== Entries supplied ==
****

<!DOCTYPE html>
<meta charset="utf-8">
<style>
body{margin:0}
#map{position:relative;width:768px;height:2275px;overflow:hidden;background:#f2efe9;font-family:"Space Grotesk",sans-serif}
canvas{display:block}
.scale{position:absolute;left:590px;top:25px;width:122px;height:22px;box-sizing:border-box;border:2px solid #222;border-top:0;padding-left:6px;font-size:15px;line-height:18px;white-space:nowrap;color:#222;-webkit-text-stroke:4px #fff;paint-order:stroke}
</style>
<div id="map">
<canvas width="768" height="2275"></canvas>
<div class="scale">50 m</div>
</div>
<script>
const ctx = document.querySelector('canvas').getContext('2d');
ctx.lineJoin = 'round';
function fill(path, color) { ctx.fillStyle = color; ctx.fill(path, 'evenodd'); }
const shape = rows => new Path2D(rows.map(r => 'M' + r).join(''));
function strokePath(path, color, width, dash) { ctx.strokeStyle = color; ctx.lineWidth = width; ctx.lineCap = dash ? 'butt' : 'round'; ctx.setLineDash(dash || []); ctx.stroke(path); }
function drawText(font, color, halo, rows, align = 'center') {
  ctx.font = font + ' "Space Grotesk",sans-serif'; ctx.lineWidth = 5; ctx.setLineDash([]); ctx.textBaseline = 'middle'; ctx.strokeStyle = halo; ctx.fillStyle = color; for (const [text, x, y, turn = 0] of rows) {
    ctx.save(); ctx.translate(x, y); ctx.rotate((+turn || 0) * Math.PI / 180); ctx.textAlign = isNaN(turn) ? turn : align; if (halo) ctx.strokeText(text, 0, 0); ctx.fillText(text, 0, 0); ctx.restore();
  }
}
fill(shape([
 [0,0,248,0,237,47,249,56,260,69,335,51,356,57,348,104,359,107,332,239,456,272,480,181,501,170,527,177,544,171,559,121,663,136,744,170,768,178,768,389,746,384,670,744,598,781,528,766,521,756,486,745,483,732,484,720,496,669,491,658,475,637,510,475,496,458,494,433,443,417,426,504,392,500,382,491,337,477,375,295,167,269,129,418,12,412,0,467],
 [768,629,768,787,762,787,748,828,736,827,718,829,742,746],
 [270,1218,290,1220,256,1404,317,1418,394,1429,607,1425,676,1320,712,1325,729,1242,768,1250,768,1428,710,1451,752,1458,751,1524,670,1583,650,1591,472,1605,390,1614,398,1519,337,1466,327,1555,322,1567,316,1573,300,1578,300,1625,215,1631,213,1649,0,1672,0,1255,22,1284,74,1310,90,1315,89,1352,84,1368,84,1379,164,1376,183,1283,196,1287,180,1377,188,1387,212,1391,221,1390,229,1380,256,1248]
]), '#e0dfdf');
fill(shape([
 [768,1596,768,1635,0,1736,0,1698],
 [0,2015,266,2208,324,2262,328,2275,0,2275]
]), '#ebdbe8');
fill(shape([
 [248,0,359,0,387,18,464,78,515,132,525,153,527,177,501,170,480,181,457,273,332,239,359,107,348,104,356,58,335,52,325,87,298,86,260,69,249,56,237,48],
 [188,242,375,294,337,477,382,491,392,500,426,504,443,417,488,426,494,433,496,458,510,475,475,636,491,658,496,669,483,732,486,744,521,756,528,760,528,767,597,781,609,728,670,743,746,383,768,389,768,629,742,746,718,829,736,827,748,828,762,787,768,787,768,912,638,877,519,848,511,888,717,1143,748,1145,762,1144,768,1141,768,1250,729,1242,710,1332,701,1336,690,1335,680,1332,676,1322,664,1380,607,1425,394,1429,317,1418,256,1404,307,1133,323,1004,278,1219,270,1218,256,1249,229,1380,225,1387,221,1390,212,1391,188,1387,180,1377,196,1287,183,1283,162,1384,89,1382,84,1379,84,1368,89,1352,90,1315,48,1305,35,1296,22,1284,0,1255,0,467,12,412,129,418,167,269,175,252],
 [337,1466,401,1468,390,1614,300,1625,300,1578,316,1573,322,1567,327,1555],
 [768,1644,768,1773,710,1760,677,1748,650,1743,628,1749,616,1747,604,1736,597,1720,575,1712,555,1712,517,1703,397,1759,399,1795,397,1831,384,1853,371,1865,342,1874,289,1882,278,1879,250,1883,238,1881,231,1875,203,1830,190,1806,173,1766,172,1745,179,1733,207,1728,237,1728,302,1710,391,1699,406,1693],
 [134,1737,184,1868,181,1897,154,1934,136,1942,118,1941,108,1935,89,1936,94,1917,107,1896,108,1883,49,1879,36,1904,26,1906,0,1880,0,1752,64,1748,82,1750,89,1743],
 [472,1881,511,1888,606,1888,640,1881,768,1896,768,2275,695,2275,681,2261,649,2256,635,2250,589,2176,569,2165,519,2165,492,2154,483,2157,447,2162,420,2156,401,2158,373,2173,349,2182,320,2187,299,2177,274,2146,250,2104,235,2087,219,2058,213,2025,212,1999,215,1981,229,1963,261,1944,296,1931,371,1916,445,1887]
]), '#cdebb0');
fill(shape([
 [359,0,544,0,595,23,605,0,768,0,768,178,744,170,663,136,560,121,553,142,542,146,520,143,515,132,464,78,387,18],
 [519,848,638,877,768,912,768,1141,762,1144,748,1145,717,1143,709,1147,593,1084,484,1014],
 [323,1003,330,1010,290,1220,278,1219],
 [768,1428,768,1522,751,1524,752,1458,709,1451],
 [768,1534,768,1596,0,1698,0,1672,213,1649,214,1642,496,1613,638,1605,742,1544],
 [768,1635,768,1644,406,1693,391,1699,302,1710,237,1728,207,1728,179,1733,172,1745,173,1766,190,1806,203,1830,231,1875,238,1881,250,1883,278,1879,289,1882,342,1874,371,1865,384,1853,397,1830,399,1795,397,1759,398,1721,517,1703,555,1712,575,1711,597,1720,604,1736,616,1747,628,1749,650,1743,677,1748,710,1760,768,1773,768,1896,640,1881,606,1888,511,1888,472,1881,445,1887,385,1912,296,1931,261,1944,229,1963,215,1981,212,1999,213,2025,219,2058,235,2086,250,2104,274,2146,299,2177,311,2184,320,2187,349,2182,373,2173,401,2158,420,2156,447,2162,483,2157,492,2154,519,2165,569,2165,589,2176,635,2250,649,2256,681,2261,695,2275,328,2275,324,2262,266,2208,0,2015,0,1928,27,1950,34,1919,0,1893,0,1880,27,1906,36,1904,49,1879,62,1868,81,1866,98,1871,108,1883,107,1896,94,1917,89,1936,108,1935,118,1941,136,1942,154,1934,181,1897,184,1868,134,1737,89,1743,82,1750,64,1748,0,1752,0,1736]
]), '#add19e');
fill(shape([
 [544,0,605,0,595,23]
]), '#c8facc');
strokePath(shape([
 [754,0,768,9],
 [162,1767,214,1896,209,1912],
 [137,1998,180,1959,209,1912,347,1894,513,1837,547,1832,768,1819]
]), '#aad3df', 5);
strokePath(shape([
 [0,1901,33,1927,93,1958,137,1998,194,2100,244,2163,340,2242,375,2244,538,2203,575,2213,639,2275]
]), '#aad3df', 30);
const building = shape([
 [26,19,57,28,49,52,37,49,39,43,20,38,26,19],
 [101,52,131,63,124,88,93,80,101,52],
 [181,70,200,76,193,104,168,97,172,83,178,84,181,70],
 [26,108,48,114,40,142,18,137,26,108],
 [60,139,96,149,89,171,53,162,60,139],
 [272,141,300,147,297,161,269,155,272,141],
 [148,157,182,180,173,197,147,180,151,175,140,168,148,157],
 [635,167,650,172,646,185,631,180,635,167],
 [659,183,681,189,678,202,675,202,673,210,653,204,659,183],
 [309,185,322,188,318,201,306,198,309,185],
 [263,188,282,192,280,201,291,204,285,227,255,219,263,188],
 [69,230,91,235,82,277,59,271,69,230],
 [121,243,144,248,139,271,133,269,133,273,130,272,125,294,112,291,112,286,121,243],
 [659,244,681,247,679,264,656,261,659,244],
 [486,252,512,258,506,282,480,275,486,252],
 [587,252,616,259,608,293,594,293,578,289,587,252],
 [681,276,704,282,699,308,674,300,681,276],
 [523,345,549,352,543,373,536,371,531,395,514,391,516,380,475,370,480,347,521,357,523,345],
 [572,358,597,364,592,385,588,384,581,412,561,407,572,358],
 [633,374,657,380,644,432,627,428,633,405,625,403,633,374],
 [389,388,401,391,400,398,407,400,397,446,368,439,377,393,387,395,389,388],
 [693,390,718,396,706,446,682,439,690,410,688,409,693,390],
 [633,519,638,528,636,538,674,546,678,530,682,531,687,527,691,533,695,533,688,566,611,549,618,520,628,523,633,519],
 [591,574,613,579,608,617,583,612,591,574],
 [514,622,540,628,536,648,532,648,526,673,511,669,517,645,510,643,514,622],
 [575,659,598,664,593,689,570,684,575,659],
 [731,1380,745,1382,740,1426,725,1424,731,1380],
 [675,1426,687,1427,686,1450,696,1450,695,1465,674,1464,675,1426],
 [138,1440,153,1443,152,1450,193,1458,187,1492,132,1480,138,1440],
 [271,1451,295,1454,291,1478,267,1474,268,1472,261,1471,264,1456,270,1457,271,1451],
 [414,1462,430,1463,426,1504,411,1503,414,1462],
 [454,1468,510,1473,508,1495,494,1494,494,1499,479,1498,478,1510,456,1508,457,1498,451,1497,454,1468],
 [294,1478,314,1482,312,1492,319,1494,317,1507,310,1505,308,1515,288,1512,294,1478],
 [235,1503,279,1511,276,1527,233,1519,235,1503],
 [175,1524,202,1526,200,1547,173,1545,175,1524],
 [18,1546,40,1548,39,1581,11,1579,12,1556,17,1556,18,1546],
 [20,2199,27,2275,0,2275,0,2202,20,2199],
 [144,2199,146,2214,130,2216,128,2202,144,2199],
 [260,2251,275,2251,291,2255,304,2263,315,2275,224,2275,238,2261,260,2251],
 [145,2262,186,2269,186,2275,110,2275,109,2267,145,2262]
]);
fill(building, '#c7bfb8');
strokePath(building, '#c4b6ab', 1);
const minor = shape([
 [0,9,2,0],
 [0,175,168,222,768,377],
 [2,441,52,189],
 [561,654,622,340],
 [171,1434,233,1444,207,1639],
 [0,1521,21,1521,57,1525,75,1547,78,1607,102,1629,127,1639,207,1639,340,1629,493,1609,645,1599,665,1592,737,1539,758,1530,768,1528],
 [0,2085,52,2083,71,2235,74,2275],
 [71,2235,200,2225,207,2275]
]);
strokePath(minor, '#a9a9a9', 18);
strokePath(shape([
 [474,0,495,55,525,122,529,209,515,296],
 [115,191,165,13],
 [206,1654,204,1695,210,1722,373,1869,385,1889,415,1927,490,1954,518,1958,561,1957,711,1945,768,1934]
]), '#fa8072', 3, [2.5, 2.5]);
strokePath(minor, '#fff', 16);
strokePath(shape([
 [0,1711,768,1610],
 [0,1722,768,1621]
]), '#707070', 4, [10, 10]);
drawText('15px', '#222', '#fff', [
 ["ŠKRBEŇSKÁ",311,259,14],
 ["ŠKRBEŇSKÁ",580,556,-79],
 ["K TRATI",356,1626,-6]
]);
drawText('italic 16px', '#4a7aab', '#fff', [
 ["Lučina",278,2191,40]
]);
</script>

****

== Activity ==
List all lines in the material containing the string "color".

== Response ==
.scale{position:absolute;left:590px;top:25px;width:122px;height:22px;box-sizing:border-box;border:2px solid #222;border-top:0;padding-left:6px;font-size:15px;line-height:18px;white-space:nowrap;color:#222;-webkit-text-stroke:4px #fff;paint-order:stroke}
function fill(path, color) { ctx.fillStyle = color; ctx.fill(path, 'evenodd'); }
function strokePath(path, color, width, dash) { ctx.strokeStyle = color; ctx.lineWidth = width; ctx.lineCap = dash ? 'butt' : 'round'; ctx.setLineDash(dash || []); ctx.stroke(path); }
function drawText(font, color, halo, rows, align = 'center') {
  ctx.font = font + ' "Space Grotesk",sans-serif'; ctx.lineWidth = 5; ctx.setLineDash([]); ctx.textBaseline = 'middle'; ctx.strokeStyle = halo; ctx.fillStyle = color; for (const [text, x, y, turn = 0] of rows) {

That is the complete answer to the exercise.